Abena Appiah (bena)

Einmal Disney-Prinzessin sein – der Traum aller Mädchen und auch Jungen im Kindesalter. Jedoch ist das nicht allen vorbehalten. Denn kaum gibt Disney bekannt, dass eine fiktive Figur von einer Afroamerikanerin gespielt wird, kommen sie aus ihren Löchern gesprungen und monieren, dass Arielle eine dänische Prinzessin ist. Nun gut – so wie Disney es 1989 interpretiert hatte. Der Film beruft sich auf das Kunstmärchen „die kleine Meerjungfrau“ von dem dänischen Autor Hans Christian Andersen. Das einzige was an dem Märchen bis heute dänisch ist.
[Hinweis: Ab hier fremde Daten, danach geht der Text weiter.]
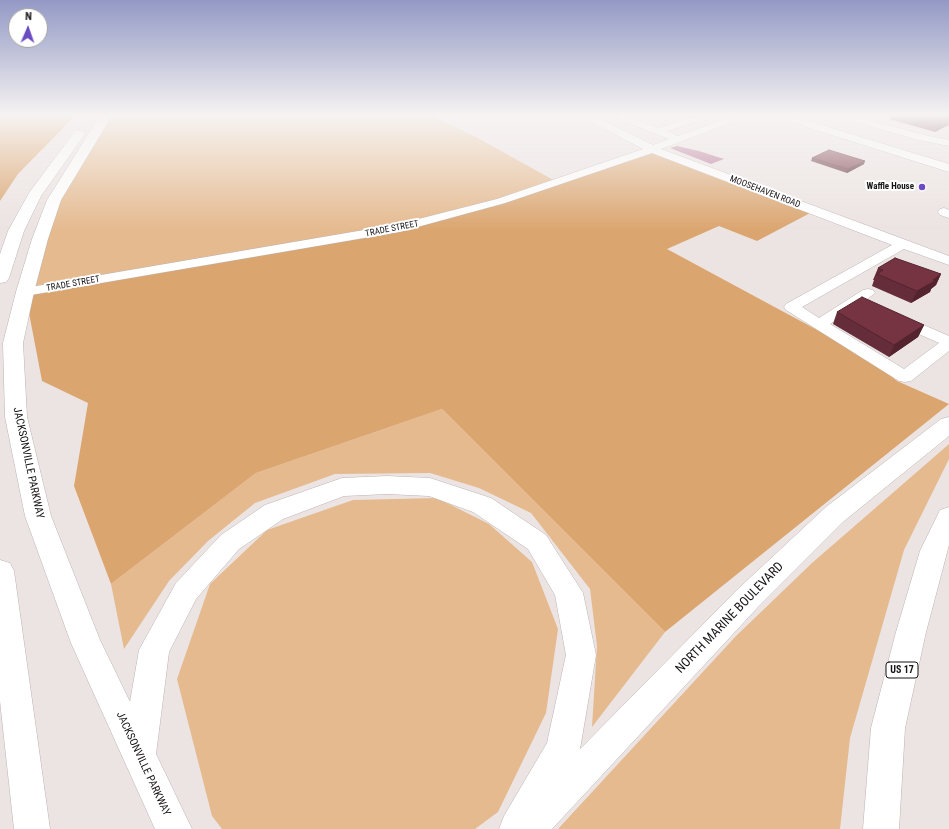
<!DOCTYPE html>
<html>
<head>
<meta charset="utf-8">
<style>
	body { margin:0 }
	#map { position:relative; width:949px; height:829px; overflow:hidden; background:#ece4e3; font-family:"Roboto Condensed",sans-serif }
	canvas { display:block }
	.north { position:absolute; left:8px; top:8px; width:40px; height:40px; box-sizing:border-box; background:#fff; border:1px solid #a2a1a1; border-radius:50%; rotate:2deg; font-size:11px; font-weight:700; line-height:16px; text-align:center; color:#171414 }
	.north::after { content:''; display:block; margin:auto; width:14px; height:18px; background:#6c4ac2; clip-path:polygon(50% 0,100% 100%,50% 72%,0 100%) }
</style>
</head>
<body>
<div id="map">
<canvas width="949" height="829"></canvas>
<div class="north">N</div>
</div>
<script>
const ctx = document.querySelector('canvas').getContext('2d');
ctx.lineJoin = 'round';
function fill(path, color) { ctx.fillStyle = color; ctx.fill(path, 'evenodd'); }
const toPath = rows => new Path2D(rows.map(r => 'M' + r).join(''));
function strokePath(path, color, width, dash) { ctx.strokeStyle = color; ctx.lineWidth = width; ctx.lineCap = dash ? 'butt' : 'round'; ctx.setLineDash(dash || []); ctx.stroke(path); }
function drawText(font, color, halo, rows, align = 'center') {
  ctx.font = font + ' "Roboto Condensed",sans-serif'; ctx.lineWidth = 4; ctx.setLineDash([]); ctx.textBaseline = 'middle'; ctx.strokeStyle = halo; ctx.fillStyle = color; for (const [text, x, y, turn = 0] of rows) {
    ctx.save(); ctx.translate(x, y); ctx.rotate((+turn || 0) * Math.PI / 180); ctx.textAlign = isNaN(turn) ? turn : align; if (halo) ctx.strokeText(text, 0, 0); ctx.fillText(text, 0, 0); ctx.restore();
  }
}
fill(toPath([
	[107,114,428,114,474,136,557,182,456,214,25,292,40,239],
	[442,409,665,632,592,727,597,646,590,589,531,513,479,488,430,473,335,474,255,503,208,541,169,581,124,649,111,584,256,473],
	[949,444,949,459,904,550,850,738,840,829,558,829,736,636,812,563],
	[437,498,489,524,532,562,558,629,546,713,498,812,475,829,222,829,212,816,177,679,210,584,267,530,353,500]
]), '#e5ba8f');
fill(toPath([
	[0,114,75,114,70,121,18,174,0,201],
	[652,149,814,211,757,241,719,226,667,249,871,359,897,381,949,404,665,632,442,409,256,473,111,584,74,486,88,403,42,381,25,292,456,214]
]), '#dba56f');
fill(toPath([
	[677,146,699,151,724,159,711,164,670,148]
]), '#b37091');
const minor = toPath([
	[580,114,590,114,653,145,669,139,618,119,616,117,618,115,624,115,658,128,704,114,717,114,715,116,667,131,678,136,739,114,750,114,749,116,661,149,949,256,949,265,904,249,802,307,819,318,863,290,868,289,873,290,875,293,866,300,949,336,949,351,911,381,905,382,899,381,786,310,784,307,786,304,892,245,652,153,505,203,399,232,25,296,20,295,18,292,20,289,25,288,399,224,497,199,643,149,581,116,580,114],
	[856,306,939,343,904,369,830,324,856,306],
	[832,114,846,114,924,135,949,140,949,146,919,140,834,116,832,114],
	[944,208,949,210,949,218,940,215,938,212,940,209,944,208]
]);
const major = toPath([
	[101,114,113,114,61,200,48,239,34,292,31,296,25,297,19,296,16,292,32,239,47,200,101,114],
	[771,114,786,114,949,164,949,172,772,116,771,114],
	[79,130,83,131,85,134,41,196,24,231,9,278,6,282,0,283,0,254,8,231,29,193,75,131,79,130],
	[949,417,949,436,844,521,758,607,552,829,509,829,514,816,738,589,826,507,941,419,949,417]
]);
const highway = toPath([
	[25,287,31,288,34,292,23,343,27,417,51,516,100,640,130,702,139,650,176,583,221,535,265,505,342,478,387,476,430,478,491,498,546,535,583,593,596,655,580,749,575,761,537,829,499,829,504,816,547,743,566,655,555,595,528,549,473,512,429,496,387,494,344,496,283,519,239,549,196,599,169,652,156,754,192,829,155,829,71,643,25,516,5,417,3,343,16,292,19,288,25,287],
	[949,507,949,545,926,632,905,728,899,829,863,829,871,728,896,632,920,551,940,510,949,507],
	[0,560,10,563,14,571,50,829,14,829,0,701,0,560]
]);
strokePath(minor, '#bbb4b3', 1);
strokePath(major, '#bbb4b3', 1);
strokePath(highway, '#bbb4b3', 1);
fill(minor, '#fff');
fill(major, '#fff');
fill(highway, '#fff');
fill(toPath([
	[886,114,949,114,935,132,889,119,891,115],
	[812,158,864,164,847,173,811,161],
	[878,268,941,274,936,285,931,289,930,292,911,303,872,286,874,280,873,280],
	[837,312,924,325,918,337,889,357,833,324]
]), '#652c39');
fill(toPath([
	[949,116,949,125,935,132,940,120],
	[865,161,864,164,847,173,848,169],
	[941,274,936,285,931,289,930,292,911,303,917,291],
	[924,325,918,337,889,357,894,345]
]), '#53242e');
const building = toPath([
	[917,114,949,114,949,116,940,120,917,114],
	[829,150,865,161,848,169,812,158,829,150],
	[895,258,941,274,933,280,935,281,917,291,877,274,883,270,878,268,895,258],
	[862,297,924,325,894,345,837,312,862,297]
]);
fill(building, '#763342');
strokePath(building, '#53242e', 1);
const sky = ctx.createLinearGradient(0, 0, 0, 230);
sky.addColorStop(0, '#9399c5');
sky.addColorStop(0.5, '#f6f3f2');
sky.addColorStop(1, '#f6f3f200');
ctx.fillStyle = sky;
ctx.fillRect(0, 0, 949, 230);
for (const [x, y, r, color] of [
	[922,187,4,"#6c4ac2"]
]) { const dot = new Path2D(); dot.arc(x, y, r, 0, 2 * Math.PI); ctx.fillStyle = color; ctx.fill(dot); strokePath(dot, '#fff', 1.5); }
drawText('bold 9px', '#171414', '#fff', [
	["Waffle House",914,187]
], 'right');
drawText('9px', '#171414', '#fff', [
	["MOOSEHAVEN ROAD",765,192,21],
	["TRADE STREET",392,229,-11],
	["TRADE STREET",73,284,-10]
]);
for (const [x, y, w] of [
	[902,670,32]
]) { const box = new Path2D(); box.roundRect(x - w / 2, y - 8, w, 16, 3); ctx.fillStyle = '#fff'; ctx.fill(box); strokePath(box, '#171414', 1); }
drawText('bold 10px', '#171414', null, [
	["US 17",902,670]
]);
drawText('11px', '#171414', '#fff', [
	["JACKSONVILLE PARKWAY",28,463,78],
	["JACKSONVILLE PARKWAY",143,764,65]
]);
drawText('13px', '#171414', '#fff', [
	["NORTH MARINE BOULEVARD",730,618,-46]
]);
</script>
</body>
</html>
Das Original ist durchaus dramatischer; die seelenlose Prinzessin trauert ihrer großen Liebe nach und wird am Ende zu Meeresschaum. Vielleicht sollten die belesenen Bürger*innen mal einen Blick ins Buch werfen, bevor sie nach Aliens, Illuminaten und weiteren Verschwörungstheorien suchen. Denn dann würden sie nicht von der Hauptdarstellerin Halle Bailey einen Arielle-Nachweis fordern !!!11elf!!1!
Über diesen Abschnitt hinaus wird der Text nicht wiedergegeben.